Bill Benson, the administrator for Lee County, said last week that it's not clear when a replacement will be available. "We're trying to find someone who will stick with the defendants all the way through like the rule says," Benson said.
Funderburk said he expects strict adherence to the new indigent defense rule and warned that courts "ignore it at their peril."
Courts across Mississippi have ignored a broader rule regarding public defense, the Daily Journal, The Marshall Project and ProPublica have found. That rule, part of a 2017 push to standardize how courts across the state operate, requires judges to send to the Supreme Court their policy on how they fulfill their constitutional obligation to provide lawyers for poor criminal defendants. Just one circuit court district, covering three rural counties in southwest Mississippi, has complied.
"The counties need to come up with a plan," Kitchens told lawmakers. "The justice courts, the circuit courts, the supervisors - all of them need to collaborate and come up with a plan."
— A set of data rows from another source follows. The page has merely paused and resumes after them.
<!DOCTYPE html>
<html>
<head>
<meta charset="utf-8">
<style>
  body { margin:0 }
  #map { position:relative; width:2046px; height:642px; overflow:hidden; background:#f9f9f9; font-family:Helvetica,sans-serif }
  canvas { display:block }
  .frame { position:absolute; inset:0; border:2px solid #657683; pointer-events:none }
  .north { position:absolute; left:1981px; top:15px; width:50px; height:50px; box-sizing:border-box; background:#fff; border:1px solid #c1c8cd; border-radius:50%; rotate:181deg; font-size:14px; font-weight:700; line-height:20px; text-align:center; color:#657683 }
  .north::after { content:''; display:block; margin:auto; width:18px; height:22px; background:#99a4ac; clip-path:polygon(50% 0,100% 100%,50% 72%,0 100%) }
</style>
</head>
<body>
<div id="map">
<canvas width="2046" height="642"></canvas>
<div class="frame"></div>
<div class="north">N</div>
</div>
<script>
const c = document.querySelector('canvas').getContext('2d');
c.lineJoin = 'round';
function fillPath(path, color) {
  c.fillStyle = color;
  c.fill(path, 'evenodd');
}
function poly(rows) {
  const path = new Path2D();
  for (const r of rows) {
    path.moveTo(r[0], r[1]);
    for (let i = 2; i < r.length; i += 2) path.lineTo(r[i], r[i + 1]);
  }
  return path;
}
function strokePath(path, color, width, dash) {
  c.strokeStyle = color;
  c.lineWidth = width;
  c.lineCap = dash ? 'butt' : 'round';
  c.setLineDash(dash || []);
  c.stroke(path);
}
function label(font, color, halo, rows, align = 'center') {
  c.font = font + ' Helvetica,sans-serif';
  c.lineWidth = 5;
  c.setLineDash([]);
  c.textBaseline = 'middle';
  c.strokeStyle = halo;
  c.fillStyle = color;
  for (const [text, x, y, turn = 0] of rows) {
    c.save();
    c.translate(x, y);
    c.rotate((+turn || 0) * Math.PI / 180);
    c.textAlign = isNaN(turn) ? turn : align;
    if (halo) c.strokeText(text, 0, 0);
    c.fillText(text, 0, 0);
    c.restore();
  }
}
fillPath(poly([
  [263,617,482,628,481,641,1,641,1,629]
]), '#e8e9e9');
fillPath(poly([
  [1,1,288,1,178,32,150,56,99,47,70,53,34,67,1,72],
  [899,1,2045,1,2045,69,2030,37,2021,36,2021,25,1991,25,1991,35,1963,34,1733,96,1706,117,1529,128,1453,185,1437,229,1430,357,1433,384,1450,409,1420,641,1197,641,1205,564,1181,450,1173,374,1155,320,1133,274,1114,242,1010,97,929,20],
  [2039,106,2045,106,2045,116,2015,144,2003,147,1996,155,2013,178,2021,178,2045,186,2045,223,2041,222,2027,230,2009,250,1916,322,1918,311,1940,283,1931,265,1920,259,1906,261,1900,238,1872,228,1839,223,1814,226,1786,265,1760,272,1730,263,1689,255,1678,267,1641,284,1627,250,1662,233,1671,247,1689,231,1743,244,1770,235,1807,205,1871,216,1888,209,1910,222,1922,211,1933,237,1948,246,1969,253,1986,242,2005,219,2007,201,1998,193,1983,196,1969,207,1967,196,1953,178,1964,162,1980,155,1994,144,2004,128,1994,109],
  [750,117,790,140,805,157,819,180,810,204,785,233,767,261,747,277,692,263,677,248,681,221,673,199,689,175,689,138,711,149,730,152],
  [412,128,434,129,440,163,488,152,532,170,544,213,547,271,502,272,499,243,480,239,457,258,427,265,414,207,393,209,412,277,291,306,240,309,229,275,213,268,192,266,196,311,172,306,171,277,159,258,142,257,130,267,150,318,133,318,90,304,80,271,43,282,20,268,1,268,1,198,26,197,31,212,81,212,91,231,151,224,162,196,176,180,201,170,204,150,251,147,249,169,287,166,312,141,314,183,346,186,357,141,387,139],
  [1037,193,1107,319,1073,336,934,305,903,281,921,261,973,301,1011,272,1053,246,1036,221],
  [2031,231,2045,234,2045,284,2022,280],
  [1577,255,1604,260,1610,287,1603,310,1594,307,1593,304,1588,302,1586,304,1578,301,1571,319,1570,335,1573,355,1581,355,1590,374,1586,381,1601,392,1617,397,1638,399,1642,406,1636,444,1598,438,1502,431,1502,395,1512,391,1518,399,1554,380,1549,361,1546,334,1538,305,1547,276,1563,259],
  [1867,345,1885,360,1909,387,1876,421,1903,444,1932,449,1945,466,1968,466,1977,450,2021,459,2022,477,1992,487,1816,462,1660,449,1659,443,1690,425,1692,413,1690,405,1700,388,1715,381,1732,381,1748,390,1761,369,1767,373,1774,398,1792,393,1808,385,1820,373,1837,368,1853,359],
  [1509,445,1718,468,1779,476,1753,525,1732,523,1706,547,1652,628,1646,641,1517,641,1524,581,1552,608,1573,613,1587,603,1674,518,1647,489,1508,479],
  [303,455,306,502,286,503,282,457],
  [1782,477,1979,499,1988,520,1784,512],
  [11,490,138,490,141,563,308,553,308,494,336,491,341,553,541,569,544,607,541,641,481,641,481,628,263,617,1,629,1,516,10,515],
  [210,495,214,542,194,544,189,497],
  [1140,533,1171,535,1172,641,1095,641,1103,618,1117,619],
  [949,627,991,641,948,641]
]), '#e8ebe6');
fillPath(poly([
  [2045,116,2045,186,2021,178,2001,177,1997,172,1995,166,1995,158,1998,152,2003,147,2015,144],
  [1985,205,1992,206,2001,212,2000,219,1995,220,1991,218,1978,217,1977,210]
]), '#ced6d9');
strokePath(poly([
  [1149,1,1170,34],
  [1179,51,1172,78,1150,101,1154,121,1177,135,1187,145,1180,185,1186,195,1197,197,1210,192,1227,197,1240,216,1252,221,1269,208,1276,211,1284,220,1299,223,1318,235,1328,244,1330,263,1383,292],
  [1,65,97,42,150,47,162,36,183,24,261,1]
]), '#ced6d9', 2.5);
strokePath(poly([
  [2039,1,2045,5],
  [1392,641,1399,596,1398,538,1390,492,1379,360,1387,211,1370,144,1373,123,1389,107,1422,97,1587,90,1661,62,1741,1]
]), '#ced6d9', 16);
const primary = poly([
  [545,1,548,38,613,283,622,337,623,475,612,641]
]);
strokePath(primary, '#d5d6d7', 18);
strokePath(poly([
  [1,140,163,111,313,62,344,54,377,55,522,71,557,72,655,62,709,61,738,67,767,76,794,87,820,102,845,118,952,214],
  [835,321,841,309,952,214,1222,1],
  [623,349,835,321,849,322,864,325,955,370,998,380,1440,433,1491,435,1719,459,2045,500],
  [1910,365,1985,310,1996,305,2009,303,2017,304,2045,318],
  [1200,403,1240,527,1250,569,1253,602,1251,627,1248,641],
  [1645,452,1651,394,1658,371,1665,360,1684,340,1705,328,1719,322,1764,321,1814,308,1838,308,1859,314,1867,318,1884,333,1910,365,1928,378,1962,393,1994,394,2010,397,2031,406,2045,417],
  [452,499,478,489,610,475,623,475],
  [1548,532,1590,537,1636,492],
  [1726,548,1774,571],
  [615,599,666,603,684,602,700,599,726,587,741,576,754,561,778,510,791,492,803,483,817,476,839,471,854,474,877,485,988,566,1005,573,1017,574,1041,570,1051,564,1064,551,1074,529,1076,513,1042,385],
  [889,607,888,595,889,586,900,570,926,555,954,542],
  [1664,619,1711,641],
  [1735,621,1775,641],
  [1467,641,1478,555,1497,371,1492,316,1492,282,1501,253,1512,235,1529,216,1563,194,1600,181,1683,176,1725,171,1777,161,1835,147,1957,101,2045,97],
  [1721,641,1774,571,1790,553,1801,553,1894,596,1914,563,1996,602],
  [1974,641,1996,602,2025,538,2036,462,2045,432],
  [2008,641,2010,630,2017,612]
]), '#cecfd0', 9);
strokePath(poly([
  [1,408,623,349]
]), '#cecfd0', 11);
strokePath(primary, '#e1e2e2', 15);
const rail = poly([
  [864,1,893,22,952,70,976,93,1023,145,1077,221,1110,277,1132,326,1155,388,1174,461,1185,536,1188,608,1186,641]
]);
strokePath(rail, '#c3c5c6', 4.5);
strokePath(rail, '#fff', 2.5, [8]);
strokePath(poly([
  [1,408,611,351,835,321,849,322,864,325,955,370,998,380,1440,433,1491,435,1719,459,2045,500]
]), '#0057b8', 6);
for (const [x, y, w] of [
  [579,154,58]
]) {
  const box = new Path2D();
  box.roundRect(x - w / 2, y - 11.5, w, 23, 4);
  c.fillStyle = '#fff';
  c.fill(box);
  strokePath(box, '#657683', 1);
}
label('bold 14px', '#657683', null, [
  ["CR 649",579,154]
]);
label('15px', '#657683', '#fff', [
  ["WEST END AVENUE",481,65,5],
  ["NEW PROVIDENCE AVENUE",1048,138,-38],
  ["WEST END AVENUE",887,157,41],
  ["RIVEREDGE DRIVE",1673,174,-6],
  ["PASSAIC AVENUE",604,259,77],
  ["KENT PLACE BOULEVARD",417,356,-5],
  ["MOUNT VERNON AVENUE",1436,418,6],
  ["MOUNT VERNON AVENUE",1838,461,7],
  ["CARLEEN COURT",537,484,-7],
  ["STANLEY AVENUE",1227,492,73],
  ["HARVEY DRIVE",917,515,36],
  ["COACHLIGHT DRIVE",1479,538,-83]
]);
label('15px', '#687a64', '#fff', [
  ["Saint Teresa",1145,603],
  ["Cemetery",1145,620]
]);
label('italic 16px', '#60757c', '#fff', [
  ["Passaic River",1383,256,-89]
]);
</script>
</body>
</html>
He called on lawmakers to fix problems with public defense that the Mississippi Supreme Court has been unable to remedy by imposing rules on local judges. The state is responsible for ensuring that its public defense system is adequate, he said. "The bottom line is the counties cannot do it alone."
Bain, whose term ends in December after a primary defeat, said Mississippi must eliminate the dead zone and address other problems, including a lack of full-time public defenders and payment arrangements that encourage lawyers to cut corners.
"I think Mississippi is really stretching the limits of our constitutional obligations," he said.
Caleb Bedillion wrote this article for The Marshall Project.